Leading rights watchdog urges U.S. to express concern over Uzbekistan's religious freedom record

TASHKENT, Uzbekistan - A leading human rights group has urged the United States to designate Uzbekistan, a key ally in the war on terrorism, a "country of particular concern" with regard to religious freedom.

In a letter Wednesday to Secretary of State Colin Powell, New York-based Human Rights Watch said that Uzbekistan "has imprisoned and persecuted those whose peaceful practice of Islam falls beyond government controls."

The letter followed an appeal this week by families of Uzbek prisoners convicted of religious extremism to international human rights groups. Relatives of jailed members of the outlawed Islamic group Hizb-ut-Tahrir said their sons and husbands were forced through beating and intimidation to confess to accusations of extremism. The families allege that the mistreatment has continued in prison.

Hizb-ut-Tahrir is a secretive organization that aims to unite all Muslims under a caliphate ruled by Islamic Shariah law. It emerged in the Middle East and spread to former Soviet Central Asia in the 1990s. The group does not advocate violence.

Human rights groups estimate that Uzbekistan's staunchly secular government has jailed more than 4,000 people — mostly young men — on charges of extremism.

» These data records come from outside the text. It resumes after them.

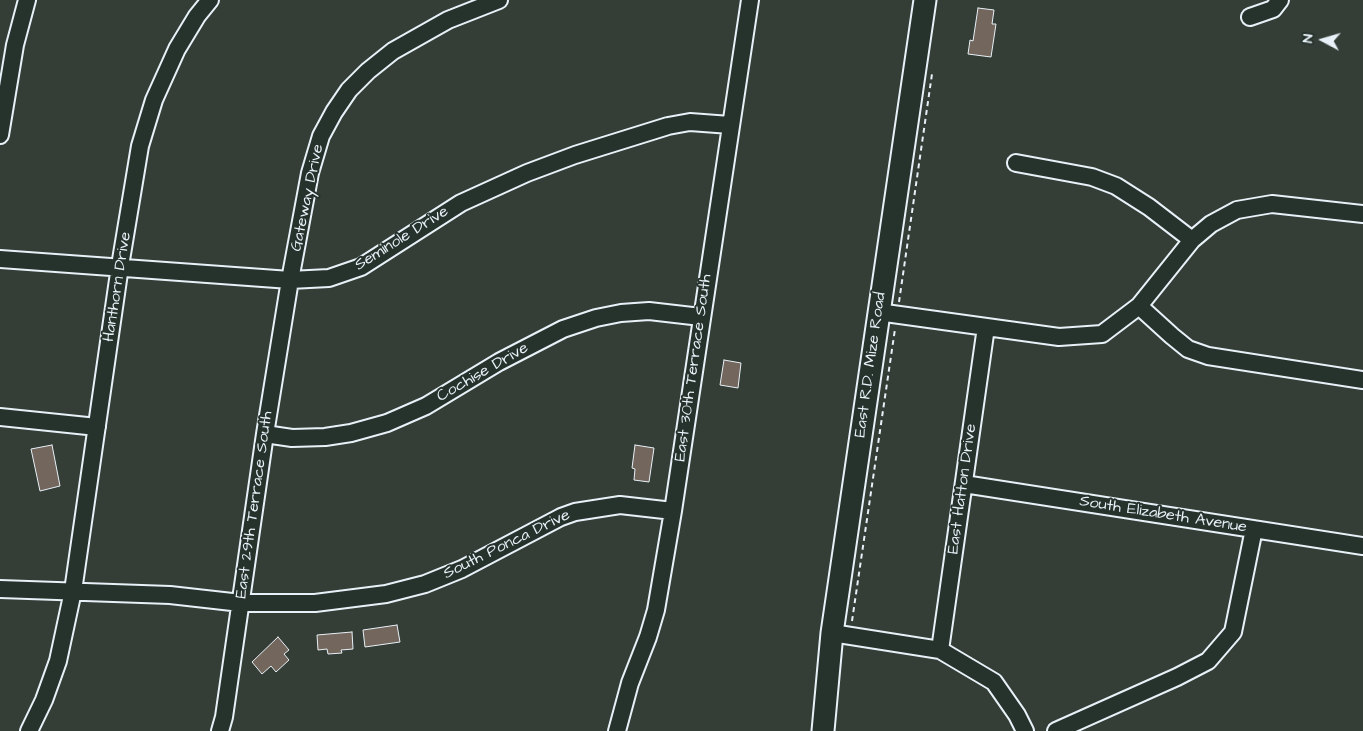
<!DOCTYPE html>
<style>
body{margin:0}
#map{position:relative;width:1363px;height:731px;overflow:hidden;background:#353d37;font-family:"Architects Daughter",sans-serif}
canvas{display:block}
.north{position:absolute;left:1298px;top:15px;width:50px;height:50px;-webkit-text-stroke:4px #26332d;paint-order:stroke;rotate:276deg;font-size:14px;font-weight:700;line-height:20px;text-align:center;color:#e8f1f8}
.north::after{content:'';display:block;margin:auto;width:18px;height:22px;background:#e8f1f8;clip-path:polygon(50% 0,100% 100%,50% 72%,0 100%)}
</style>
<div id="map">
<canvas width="1363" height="731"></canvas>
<div class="north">N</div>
</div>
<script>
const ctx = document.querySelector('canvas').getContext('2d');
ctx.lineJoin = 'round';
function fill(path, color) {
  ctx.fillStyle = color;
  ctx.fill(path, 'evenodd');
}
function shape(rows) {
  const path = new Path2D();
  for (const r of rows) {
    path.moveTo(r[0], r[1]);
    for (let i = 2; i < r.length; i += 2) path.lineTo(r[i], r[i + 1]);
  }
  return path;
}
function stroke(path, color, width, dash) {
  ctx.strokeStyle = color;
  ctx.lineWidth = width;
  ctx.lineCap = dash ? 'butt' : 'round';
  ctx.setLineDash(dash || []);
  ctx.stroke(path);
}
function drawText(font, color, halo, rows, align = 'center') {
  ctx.font = font + ' "Architects Daughter",sans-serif';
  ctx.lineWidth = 4;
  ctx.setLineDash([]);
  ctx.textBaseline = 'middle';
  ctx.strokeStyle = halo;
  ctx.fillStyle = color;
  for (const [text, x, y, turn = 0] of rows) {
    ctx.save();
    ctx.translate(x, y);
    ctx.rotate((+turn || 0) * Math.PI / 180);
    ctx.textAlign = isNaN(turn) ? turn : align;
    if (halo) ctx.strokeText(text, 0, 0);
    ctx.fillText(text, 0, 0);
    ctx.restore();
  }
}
const building = shape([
 [978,8,994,10,992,24,996,24,991,57,968,54,970,40,973,41,978,8],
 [724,360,741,363,738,388,720,385,724,360],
 [52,445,60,486,40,491,31,449,52,445],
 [635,445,654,448,649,482,634,480,635,469,632,468,635,445],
 [397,625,400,642,365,647,363,630,397,625],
 [352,632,353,649,341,650,342,653,328,654,327,649,318,650,317,635,352,632],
 [278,637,289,650,284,654,289,660,276,672,271,666,262,674,252,662,278,637]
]);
fill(building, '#72665d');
stroke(building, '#e8f1f8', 1);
const minor = shape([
 [1250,17,1273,9,1280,0],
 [0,135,15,45,27,0],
 [1016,163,1092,177,1116,186,1149,207,1192,240],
 [0,259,290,280,329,278,361,267,461,203,527,173,575,155,668,126,690,122,730,125],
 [1139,306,1172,336,1188,349,1208,356,1363,380],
 [878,312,1059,337,1102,334,1139,306,1192,240,1211,224,1237,210,1272,204,1363,214],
 [0,417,97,427],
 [265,434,292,438,325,437,351,433,387,423,426,406,499,362,563,329,596,318,621,313,649,311,701,317],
 [964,484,1363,546],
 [0,589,170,595,241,603,315,603,386,594,425,584,462,569,561,517,575,512,620,505,673,511],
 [832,633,940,650,994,682,1017,715,1025,731],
 [940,650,986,327],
 [29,731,44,700,58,661,73,591,120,266,140,146,154,100,177,49,197,16,210,0],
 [220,731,224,717,265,434,290,280,310,173,321,136,334,112,349,90,368,71,393,51,448,20,499,0],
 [617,731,630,683,648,637,656,610,673,511,750,0],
 [1056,731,1177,677,1208,661,1233,632,1254,529]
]);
const major = shape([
 [823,731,832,633,925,0]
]);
stroke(minor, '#e8f1f8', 20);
stroke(major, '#e8f1f8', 25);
stroke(shape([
 [899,302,932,74],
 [852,621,895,329]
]), '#e8f1f8', 2, [5, 4]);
stroke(minor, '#26332d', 16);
stroke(major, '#26332d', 21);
drawText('16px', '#e8f1f8', '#26332d', [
 ["Gateway Drive",308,198,-78],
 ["Seminole Drive",402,239,-32],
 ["Hanthorn Drive",118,287,-81],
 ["East R.D. Mize Road",871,365,-82],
 ["East 30th Terrace South",694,368,-82],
 ["Cochise Drive",483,373,-30],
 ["East Hatton Drive",963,489,-82],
 ["East 29th Terrace South",255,505,-82],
 ["South Elizabeth Avenue",1163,515,9],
 ["South Ponca Drive",507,545,-26]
]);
</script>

In their letter, the relatives said prisoners convicted of extremism are systematically beaten and humiliated by prison guards.

Earlier this month, two imprisoned Hizb-ut-Tahrir members died in custody. Human rights advocates said the men had been beaten and tortured to death for attempting to carry out religious rites in prison.

A third man died at home in May after he was released because of injuries sustained apparently from torture, Human Rights Watch said.

The group urged U.S. President George W. Bush to designate Uzbekistan a "country of particular concern" — a label he can give under the 1998 International Religious Freedom Act. The designation can lead to limitations of certain kinds of assistance or full sanctions.

"This year, the Uzbek government has been utterly unrelenting in its arrest campaign," Elizabeth Anderson, head of Human Rights Watch's Europe and Central Asia Division, said in a statement.

"It is undermining the Bush administration's principle that the war against terrorism not be a war against Islam."

Uzbekistan has been a key U.S. ally since last fall when it offered bases and air space for the war in Afghanistan. More than 1,000 U.S. troops are currently deployed in southern Uzbekistan. On Thursday, the United States delivered dlrs 35 million worth of humanitarian aid to the former Soviet republic.

Human Rights Watch said neighboring Turkmenistan should also be designated a "country of particular concern."

Turkmenistan — ruled by President Saparmurat Niyazov, who has built a personality cult around himself and tolerates no dissent — has outlawed all religions except the Sunni branch of Islam and Russian Orthodoxy.